Gefühle hinter dem Blick

In ihrem neuen Kinderbuch versammelt die holländische Illustratorin Ingrid Godon nostalgische Porträts von Menschen jeden Alters. Der Autor Toon Tellegen hat dazu kurze Texte geschrieben - so entstand ein faszinierendes Werk über die Ängste, Hoffnungen und Wünsche der Menschen.
"Bitte lächeln" heißt es normalerweise, kurz bevor der Auslöser gedrückt wird: Das Stichwort für alle Menschen vor dem Fotoapparat, den Bauch einzuziehen und möglichst hübsch in die Kamera zu blicken. Die Gesichter der holländischen Kinderbuchillustratorin Ingrid Godon haben mit solchen Porträtaufnahmen kaum etwas zu tun.

Ihre Kinder, Jugendlichen und Erwachsenen blicken den Betrachter mit ernsten, ausdrucksstarken Mienen an. Die farbigen Kreidezeichnungen wirken wie Familienfotos aus der Anfangszeit der Fotografie, als die langen Belichtungszeiten nur stocksteife, eingefrorene Posen zuließen. Als man noch nicht "bitte lächeln" sagte und Fotografieren eine feierliche Angelegenheit war.

Ingrid Godon hat sich für ihre Zeichnungen von solchen alten, vergilbten Familienfotos inspirieren lassen; außerdem von der Porträtmalerei der italienischen Renaissance und dem Malstil der sogenannten "Flämischen Primitiven". Dabei haben alle ihre Zeichnungen etwas Irritierendes, denn die Porträtierten blicken den Betrachter unumwunden an: mit einem seltsam starren Blick, in dem man die tiefsten Ängste, Hoffnungen und Wünsche dieser Menschen zu entdecken glaubt.

Ein Blick, der an eine Beschreibung des französischen Philosophen Roland Barthes in seinem Buch "Die helle Kammer" erinnert, in der er über die Fotografie bemerkt: "Sobald ich nun das Objektiv gerichtet fühle, ist alles anders: ich nehme eine `posierende´ Haltung ein, schaffe mir auf der Stelle einen anderen Körper, verwandle mich bereits im Voraus zum Bild." Der niederländische Autor Toon Tellegen hat für 33 dieser eingefrorenen Porträts kurze Texte geschrieben, in denen er seine Version der hinter dem Blick versteckten Gefühle in Worte fasst.

Fast jeder Text beginnt mit der Wendung "Ich wünschte", die diesem kunstvoll gestalteten Buch seinen Titel gibt.
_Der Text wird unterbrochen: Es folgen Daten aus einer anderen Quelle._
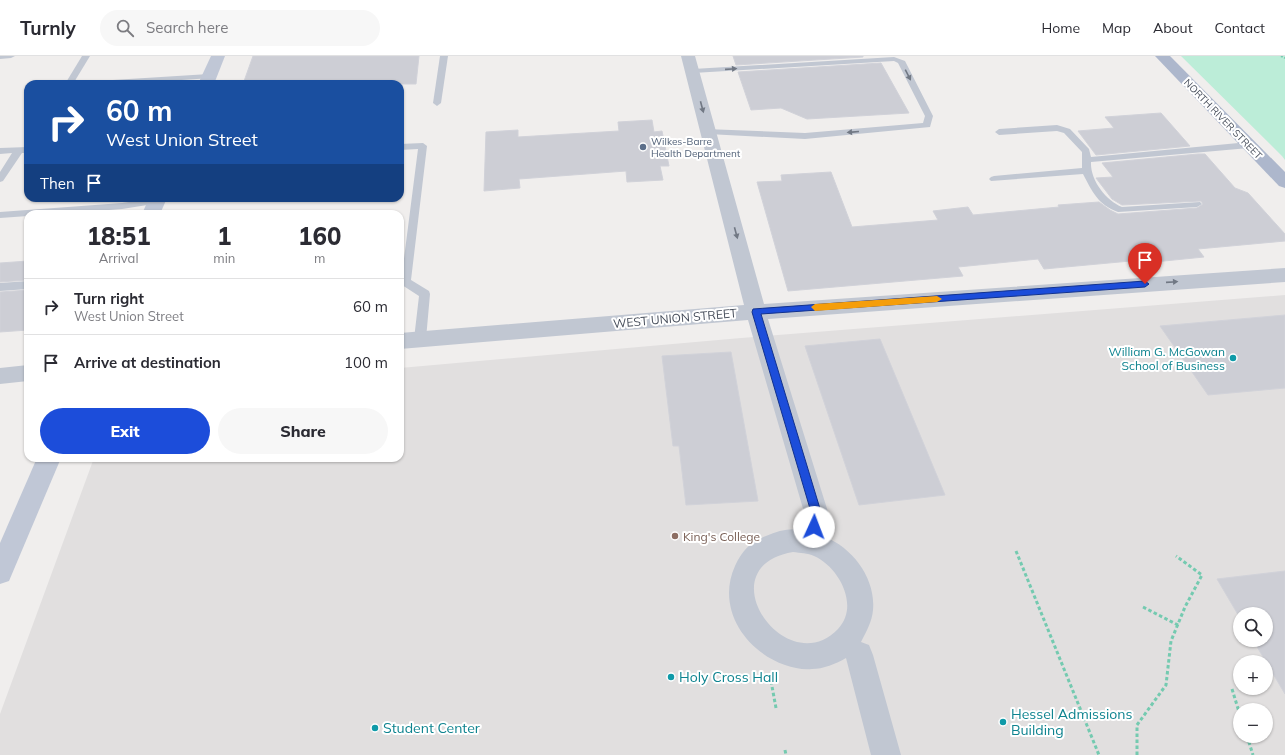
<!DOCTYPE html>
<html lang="en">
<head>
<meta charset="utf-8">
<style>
	body { margin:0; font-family:Mulish,sans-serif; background:#f7f7f7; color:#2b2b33; height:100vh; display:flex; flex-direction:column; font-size:15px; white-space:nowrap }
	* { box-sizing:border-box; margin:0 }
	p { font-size:13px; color:#7c7c81 }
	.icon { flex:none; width:22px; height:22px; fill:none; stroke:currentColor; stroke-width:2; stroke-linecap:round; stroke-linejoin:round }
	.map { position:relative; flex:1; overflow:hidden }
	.drawer { position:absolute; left:24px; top:154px; width:380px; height:252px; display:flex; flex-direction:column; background:#fff; border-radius:12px; box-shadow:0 1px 3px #0004 }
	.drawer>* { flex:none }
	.top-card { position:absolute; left:24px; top:24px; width:380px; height:122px; border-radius:12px; box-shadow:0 1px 3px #0004; background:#1a4fa0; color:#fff; overflow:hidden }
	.buttons { position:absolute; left:1233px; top:551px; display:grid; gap:8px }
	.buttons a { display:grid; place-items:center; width:40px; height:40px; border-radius:50%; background:#fff; box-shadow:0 1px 3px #0004; font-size:20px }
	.pin { position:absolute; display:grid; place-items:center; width:34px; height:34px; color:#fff; margin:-41px -17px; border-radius:50% 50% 50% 0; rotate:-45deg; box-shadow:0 0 4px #0007 }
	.pin .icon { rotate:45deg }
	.me { position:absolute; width:44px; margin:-22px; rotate:2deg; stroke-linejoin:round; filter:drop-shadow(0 0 3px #0008) }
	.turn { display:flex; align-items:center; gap:14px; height:84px; padding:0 16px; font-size:18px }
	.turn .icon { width:52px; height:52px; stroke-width:2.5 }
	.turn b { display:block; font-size:28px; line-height:34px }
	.then { display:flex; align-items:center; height:38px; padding:0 16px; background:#0003; gap:8px; font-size:15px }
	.eta { display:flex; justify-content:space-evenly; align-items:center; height:68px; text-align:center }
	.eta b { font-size:24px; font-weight:800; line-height:28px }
	.action { display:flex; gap:8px; margin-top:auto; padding:8px 16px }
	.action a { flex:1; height:46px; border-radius:24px; background:#1c4dda; color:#fff; font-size:16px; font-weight:800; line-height:46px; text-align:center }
	.action a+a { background:#f7f7f7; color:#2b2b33 }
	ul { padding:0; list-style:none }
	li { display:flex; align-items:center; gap:12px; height:56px; padding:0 16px; border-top:1px solid #e1e1e2 }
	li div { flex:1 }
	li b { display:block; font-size:15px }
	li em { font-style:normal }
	header { display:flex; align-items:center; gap:24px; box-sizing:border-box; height:56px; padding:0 20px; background:#fff; border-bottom:1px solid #e1e1e2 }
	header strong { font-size:19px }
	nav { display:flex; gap:22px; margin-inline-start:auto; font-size:14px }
	.search { width:280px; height:36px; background:#f7f7f7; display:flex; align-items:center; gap:10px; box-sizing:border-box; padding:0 14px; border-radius:22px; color:#7c7c81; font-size:15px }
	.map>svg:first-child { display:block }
</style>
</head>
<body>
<header>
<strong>Turnly</strong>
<div class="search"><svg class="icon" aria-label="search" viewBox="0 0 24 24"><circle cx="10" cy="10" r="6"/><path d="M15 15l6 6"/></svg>Search here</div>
<nav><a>Home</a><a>Map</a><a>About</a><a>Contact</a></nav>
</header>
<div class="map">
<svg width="1285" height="699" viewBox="0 0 1285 699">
	<rect width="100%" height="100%" fill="#f0eeed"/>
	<path fill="#e1dfdf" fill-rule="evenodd" d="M1285,239V699H0V658L94,402H400V312L741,282ZM1240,558H1266V584H1240ZM1240,606H1266V632H1240ZM1240,654H1266V680H1240Z"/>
	<path fill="#bcedd8" d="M1181,0H1285V104L1282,100Z"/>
	<g fill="#cdced5" stroke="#d1d2d9">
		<path d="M253,0H419L416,28H243Z"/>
		<path d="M733,0H863V1L736,9Z"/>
		<path d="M881,7L909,57L807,63L781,52L751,54L738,16Z"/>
		<path d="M1161,57L1190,90L1096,99L1078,75L1114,72L1105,61Z"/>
		<path d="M652,64L654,76L662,75L669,110H660L663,124L627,126L626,115L519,123L520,132L484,135L486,76L518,74V81L619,75L618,66Z"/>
		<path d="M1198,98H1205L1235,132L1248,137L1285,178V185L1198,193L1204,201L1154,206L1152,203L1044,213L1038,203L958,211L963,220L788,235L757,126L782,125L781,119L831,116L852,171L938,164L933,155L968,151L973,159L1059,151L1058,149L1099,146L1110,154L1118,158L1197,152L1203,148L1201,145L1122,149L1112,143L1096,122L1113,121L1102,107Z"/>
		<path d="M28,205V224L0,226V207Z"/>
		<path d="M28,234V274L0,276V236Z"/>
		<path d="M1285,259V332L1208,339L1160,270Z"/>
		<path d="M880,283L945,439L859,449L805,290Z"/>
		<path d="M731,296L758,445L686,449L679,390H673L662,300Z"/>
		<path d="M1285,515V638L1253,584H1266V558H1240V562L1217,523Z"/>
	</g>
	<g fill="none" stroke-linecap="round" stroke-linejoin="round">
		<path stroke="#74cab0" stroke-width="2" stroke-dasharray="2 1.5" stroke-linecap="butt" d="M1281,0L1285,2"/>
		<g stroke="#74cab0" stroke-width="3" stroke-dasharray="3.5 2.5" stroke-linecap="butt">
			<path d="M1016,495L1099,699"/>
			<path d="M1143,551L1178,569"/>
			<path d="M771,625L776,652"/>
			<path d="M1232,633L1240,659"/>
			<path d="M1247,680L1253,699"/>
			<path d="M785,694L786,699"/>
			<path d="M1137,699V669L1166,629L1171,585L1185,551L1202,519L1176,500"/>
		</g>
		<g fill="#c1c7d2" fill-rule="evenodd">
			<path d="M0,0H15L11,2L0,3Z"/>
			<path d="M82,0H90L73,28H65Z"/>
			<path d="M440,0H448L441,47L437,50L433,47Z"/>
			<path d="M894,1L905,5L933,60L930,71L805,83L708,78L705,77L704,75L705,73L805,77L923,67L925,60L898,7L894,5L693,17L689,15L693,13Z"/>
			<path d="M209,18L213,20L212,22L120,28H77L81,26Z"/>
			<path d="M1057,69L1070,73L1089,93L1091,101L1249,86L1253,89L1249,92L1091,106C1090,124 1106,145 1122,151L1200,146L1202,148L1197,151L1118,156C1098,149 1092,135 1083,118L991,125L989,123L991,121L994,120L1082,112V96L1064,77L1057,75L999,79L995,76L999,73Z"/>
			<path d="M423,87L427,90L411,224L429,235L430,238L426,283L424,286L420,287L416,286L414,283L419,240L402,229L401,226L418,93L400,94V88Z"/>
			<path d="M28,91V97H22L3,125L0,126V116L12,97L0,98V92Z"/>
			<path d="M156,142L160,143L162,145L160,147L122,153L57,158H28V160L0,162V156L122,147Z"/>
			<path d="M28,225V233L0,235V227Z"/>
		</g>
		<g fill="#c1c7d2" fill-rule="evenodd">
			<path d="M681,0H695L764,248L1285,212V226L768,263L828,456L825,481C853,492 876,523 873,554C872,566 866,576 861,586L869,589L873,599L901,699H871L846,602C836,608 823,613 812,613C803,614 794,612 785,609C745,595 716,552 735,510C742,495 750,486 766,480C778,475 789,472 801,474L804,456L748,264L400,293V277L744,249ZM793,496C800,497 808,497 814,500C839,511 860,550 838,573C786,627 705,511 793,496Z"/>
			<path d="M28,309V325L0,328V312Z"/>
		</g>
		<g fill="#c0c7d6" fill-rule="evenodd">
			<path d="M211,0H225L214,28H198Z"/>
			<path d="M149,142H167L160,158H142Z"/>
			<path d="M37,402H61L9,525L0,528V487Z"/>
		</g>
		<path fill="#adb7cc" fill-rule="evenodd" d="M1155,0H1170L1285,116V132L1279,130Z"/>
	</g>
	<defs><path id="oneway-solid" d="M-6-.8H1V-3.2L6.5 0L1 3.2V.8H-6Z"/></defs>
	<g fill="#717884">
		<use href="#oneway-solid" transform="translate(731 13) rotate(-4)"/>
		<use href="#oneway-solid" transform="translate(908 19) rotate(63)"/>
		<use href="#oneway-solid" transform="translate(702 51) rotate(75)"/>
		<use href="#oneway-solid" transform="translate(853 76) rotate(175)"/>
		<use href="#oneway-solid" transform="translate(736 177) rotate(75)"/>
		<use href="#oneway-solid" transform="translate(1172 226) rotate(-4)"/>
	</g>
	<path fill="#1c4dda" stroke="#12328e" d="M1145,225L1149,228L1145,231L761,258L821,456L818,475L814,476L811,475L809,471L811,456L752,256L753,253Z"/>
	<path fill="#f59e0b" d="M937,240L942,243L937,246L815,255L811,251L815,248Z"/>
	<circle fill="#5c6f8a" stroke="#fff" stroke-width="1.5" cx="643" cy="91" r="4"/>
	<g fill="#0f9aa8" stroke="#fff" stroke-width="1.5">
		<circle cx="1233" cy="302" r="4"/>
		<circle cx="671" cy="621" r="4"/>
		<circle cx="1003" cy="666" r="4"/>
		<circle cx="375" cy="672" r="4"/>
	</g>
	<circle fill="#8d6e63" stroke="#fff" stroke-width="1.5" cx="675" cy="480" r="4"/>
	<g text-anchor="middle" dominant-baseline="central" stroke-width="4" stroke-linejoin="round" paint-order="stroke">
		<g font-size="10" fill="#464d5a" stroke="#fff">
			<text transform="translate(1223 63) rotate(46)">NORTH RIVER STREET</text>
		</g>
		<g font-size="10" fill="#4e5e75" stroke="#fff" text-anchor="start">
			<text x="651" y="85">Wilkes-Barre<tspan x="651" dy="12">Health Department</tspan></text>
		</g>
		<g font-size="12" fill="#464d5a" stroke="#fff">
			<text transform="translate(675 262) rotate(-5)">WEST UNION STREET</text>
		</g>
		<g font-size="12" fill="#0d838f" stroke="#fff" text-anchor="end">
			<text x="1225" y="295">William G. McGowan<tspan x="1225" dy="14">School of Business</tspan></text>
		</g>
		<g font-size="12" fill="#785e54" stroke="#fff" text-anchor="start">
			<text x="683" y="480">King's College</text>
		</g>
		<g font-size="14" fill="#0d838f" stroke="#fff" text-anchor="start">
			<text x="679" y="621">Holy Cross Hall</text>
			<text x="1011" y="658">Hessel Admissions<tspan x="1011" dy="16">Building</tspan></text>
			<text x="383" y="672">Student Center</text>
		</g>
	</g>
</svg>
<div class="buttons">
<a><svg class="icon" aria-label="search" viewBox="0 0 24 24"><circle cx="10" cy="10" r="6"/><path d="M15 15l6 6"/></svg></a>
<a>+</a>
<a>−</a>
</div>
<div class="pin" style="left:1145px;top:228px;background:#d93025"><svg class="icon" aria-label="arrive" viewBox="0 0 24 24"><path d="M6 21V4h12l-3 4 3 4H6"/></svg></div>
<svg class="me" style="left:814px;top:471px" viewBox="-20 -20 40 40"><circle r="19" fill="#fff"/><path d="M0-13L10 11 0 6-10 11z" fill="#1c4dda"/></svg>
<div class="top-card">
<div class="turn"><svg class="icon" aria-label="right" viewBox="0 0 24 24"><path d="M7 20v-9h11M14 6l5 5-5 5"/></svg><div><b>60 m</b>West Union Street</div></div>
<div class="then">Then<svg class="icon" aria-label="arrive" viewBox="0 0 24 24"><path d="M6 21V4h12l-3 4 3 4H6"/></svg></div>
</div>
<section class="drawer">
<div class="eta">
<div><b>18:51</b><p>Arrival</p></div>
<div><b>1</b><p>min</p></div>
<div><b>160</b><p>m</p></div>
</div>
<ul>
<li><svg class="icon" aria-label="right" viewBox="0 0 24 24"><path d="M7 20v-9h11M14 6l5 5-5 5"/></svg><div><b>Turn right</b><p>West Union Street</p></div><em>60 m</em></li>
<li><svg class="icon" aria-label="arrive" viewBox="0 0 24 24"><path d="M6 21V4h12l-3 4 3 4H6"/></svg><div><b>Arrive at destination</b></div><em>100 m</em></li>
</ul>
<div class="action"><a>Exit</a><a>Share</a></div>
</section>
</div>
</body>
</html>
So wünscht sich Carl mit den blassblauen Augen und der strengen, grünen Krawatte um seinen jugendlichen Hals, dass Glück ein Gegenstand wäre, den er finden und mit nach Hause nehmen könnte: "Ich würde es verstecken und nur hervorholen, wenn ich sicher wäre, allein zu sein. Dann würde ich es polieren. Glück muss glänzen, auch im Verborgenen".

Die übergewichtige Emma mit den nachdenklichen, braunen Augen wünscht sich dagegen eine Entscheidung: "Ich habe eine Liste mit all den Bedingungen, die ich erfüllen muss, um mit mir selbst zufrieden zu sein. Wenn ich diese Liste lese, denke ich: Ich kann zwei Dinge tun: entweder eine Liste mit weniger Bedingungen anlegen oder niemals zufrieden mit mir sein. Was soll ich tun?"

Auf den ersten Blick wirkt der Band wie ein Kinderbuch - doch die melancholischen Gesichter werfen große und kleine Fragen auf, wie auch Erwachsene sie kennen: Es geht um die Angst vor dem Tod, die Suche nach Glück, den Wunsch nach Anerkennung und Zugehörigkeit.

Es sind die großen Themen des Lebens, die hier im sanften Gewand des Kinderbuchs leichtfüßig daherkommen. Die aufwendige Gestaltung mit halbdurchsichtigem Schutzumschlag und ebensolchen Seiten im Buch macht "Ich wünschte" zu einem außergewöhnlichen Geschenkbuch.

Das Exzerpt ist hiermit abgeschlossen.